:: TASK DESCRIPTION ::
Each line with the word "down" must appear in the answer, copied from the records.

:: SUPPLIED RECORDS ::
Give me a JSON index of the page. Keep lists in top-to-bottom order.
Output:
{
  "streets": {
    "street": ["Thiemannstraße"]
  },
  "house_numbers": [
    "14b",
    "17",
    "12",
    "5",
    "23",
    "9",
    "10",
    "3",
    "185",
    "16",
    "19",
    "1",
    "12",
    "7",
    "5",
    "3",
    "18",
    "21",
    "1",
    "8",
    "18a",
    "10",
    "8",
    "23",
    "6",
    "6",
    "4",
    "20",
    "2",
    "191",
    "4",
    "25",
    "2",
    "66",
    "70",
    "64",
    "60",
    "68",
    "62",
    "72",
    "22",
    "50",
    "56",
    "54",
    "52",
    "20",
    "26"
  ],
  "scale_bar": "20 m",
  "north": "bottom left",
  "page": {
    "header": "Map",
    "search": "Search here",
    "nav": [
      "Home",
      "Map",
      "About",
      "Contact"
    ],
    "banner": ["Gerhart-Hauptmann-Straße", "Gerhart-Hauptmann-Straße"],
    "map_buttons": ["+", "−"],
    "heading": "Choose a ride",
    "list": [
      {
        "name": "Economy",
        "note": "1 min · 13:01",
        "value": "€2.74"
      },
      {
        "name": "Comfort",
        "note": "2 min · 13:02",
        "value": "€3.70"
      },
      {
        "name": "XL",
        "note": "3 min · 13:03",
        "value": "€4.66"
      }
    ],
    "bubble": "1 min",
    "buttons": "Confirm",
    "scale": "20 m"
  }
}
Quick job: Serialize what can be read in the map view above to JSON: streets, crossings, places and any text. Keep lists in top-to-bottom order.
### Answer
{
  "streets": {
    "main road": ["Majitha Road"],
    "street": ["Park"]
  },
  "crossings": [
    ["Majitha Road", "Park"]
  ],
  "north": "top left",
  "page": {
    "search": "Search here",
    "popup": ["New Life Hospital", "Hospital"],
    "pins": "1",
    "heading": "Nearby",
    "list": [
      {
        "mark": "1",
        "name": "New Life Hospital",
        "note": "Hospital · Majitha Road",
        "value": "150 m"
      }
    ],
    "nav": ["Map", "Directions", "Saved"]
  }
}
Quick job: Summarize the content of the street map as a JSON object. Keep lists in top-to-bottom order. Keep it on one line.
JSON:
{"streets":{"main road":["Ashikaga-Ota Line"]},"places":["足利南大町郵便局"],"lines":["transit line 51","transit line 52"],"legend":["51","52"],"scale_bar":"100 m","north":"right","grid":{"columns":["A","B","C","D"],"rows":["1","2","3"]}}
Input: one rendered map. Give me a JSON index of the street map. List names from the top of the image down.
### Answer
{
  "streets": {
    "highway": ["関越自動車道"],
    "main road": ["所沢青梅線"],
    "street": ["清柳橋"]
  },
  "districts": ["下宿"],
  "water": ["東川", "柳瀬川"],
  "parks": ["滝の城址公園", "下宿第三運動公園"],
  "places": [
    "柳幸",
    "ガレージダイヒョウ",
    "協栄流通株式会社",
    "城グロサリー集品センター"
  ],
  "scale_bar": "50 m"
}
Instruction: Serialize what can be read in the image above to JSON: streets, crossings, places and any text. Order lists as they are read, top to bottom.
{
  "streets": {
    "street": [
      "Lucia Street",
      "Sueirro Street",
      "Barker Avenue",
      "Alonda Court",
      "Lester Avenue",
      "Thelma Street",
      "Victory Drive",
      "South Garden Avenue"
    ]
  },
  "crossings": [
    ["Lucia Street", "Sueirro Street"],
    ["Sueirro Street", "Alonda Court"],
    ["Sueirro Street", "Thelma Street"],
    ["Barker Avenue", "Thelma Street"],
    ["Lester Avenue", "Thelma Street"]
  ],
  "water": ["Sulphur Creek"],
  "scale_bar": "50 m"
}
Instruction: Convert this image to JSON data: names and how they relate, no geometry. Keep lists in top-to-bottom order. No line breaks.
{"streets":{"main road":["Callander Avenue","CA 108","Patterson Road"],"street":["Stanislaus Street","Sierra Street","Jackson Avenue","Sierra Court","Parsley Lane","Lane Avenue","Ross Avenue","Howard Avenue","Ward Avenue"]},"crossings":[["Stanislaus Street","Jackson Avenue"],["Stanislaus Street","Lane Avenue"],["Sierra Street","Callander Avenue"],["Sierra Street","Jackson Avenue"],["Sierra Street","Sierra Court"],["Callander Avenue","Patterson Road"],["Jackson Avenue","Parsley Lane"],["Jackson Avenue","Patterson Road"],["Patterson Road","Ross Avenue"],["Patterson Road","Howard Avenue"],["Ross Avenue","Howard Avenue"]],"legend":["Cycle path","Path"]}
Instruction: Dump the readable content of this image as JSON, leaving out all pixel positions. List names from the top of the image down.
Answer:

:: REPLY ::
Input: one rendered map. Give me a JSON index of the street map. List names from the top of the image down.
Instruction: Dump the readable content of this image as JSON, leaving out all pixel positions. List names from the top of the image down.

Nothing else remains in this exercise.